Lesson 4. Programmatically Accessing Geospatial Data Using APIs

Leah Wasser, Max Joseph, Martha Morrissey, Jenny Palomino, Carson Farmer

Learning Objectives

After completing this tutorial, you will be able to:

Extract geospatial (x,y) coordinate information embedded within a JSON hierarchical data structure.
Convert data imported in JSON format into a Geopandas DataFrame.
Create a map of geospatial data.

What You Need

You will need a computer with internet access to complete this lesson.

In this lesson, you work with JSON data accessed via the Colorado information warehouse. The data will contain geospatial information nested within it that will allow us to create a map of the data.

Working with Geospatial Data

Check out the map Colorado DWR Current Surface Water Conditions map.

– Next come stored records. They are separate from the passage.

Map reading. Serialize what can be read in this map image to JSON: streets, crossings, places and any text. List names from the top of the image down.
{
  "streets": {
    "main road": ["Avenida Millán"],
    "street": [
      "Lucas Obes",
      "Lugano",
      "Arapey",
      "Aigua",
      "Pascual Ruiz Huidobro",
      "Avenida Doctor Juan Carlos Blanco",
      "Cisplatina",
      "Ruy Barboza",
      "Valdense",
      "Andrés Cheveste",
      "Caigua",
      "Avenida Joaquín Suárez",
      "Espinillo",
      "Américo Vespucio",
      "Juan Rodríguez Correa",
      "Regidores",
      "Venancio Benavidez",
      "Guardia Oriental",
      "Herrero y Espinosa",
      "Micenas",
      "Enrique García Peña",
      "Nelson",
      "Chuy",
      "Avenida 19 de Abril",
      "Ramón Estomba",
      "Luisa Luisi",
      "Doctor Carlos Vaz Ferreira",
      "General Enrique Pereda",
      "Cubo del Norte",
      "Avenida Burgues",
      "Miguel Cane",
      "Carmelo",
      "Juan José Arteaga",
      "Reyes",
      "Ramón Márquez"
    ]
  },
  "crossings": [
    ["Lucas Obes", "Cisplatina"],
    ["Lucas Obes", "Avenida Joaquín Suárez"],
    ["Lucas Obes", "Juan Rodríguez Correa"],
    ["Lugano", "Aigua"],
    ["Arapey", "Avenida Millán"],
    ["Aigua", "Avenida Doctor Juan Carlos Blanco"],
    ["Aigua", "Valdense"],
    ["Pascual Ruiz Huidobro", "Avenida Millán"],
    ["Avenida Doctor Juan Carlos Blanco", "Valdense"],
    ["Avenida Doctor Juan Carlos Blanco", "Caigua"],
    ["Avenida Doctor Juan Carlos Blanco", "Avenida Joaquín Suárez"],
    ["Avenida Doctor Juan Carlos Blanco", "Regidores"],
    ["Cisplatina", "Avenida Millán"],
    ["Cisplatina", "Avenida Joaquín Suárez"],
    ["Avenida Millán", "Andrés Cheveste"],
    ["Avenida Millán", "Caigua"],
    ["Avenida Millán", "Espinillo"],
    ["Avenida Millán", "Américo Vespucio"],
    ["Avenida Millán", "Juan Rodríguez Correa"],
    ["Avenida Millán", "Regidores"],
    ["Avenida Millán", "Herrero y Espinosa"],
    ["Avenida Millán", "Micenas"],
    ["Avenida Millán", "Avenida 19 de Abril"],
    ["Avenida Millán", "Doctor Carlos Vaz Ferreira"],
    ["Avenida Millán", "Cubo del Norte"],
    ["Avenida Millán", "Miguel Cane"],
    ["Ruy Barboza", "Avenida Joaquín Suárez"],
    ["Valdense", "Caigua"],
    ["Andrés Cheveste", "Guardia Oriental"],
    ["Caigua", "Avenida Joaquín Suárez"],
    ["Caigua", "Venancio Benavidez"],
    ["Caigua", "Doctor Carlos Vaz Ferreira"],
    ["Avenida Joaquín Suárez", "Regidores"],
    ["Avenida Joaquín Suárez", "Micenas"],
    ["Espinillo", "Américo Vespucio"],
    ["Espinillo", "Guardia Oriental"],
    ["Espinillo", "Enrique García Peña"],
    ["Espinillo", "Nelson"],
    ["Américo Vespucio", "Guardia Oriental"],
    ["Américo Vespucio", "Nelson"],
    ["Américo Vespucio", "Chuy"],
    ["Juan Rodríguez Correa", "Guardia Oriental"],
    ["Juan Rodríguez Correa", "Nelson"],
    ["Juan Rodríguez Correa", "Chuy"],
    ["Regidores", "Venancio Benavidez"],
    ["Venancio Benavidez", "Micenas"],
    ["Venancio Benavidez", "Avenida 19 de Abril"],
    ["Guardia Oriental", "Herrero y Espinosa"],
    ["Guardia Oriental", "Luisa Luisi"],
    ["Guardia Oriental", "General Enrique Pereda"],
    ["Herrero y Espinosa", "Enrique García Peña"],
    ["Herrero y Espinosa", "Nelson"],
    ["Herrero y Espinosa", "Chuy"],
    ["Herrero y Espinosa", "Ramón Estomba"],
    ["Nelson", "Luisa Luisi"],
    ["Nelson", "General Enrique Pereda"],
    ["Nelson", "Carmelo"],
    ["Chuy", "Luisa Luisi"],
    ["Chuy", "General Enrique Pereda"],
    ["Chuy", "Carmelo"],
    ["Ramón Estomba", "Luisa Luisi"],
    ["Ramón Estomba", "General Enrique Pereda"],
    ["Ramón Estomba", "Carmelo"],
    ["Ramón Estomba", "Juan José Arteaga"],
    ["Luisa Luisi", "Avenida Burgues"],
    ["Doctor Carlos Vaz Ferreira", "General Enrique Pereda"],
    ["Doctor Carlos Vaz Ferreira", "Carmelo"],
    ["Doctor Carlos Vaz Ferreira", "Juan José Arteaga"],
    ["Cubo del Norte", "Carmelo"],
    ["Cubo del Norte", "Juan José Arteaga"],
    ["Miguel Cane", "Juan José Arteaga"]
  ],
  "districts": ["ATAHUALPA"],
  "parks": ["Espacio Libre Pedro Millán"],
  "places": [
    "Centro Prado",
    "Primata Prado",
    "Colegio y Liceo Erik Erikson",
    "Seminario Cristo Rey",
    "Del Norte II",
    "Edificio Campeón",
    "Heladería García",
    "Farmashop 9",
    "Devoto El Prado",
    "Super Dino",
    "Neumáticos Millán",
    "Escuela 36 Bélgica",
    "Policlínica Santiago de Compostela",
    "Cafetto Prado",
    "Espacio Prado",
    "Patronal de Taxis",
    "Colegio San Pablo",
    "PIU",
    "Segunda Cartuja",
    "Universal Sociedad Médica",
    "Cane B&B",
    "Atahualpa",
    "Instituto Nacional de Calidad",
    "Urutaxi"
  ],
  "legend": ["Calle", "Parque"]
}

Remember from the previous lesson, APIs can be used for many different things. Web developers (people who program and create web sites and cool applications) can use APIs to create user friendly interfaces - like the map in the previous example that allows us to look at and interact with data. These APIs are similar to, if not the same as, the ones that you often use to access data in Python.

In this lesson, you will access the data used to create the map at the link above using Python.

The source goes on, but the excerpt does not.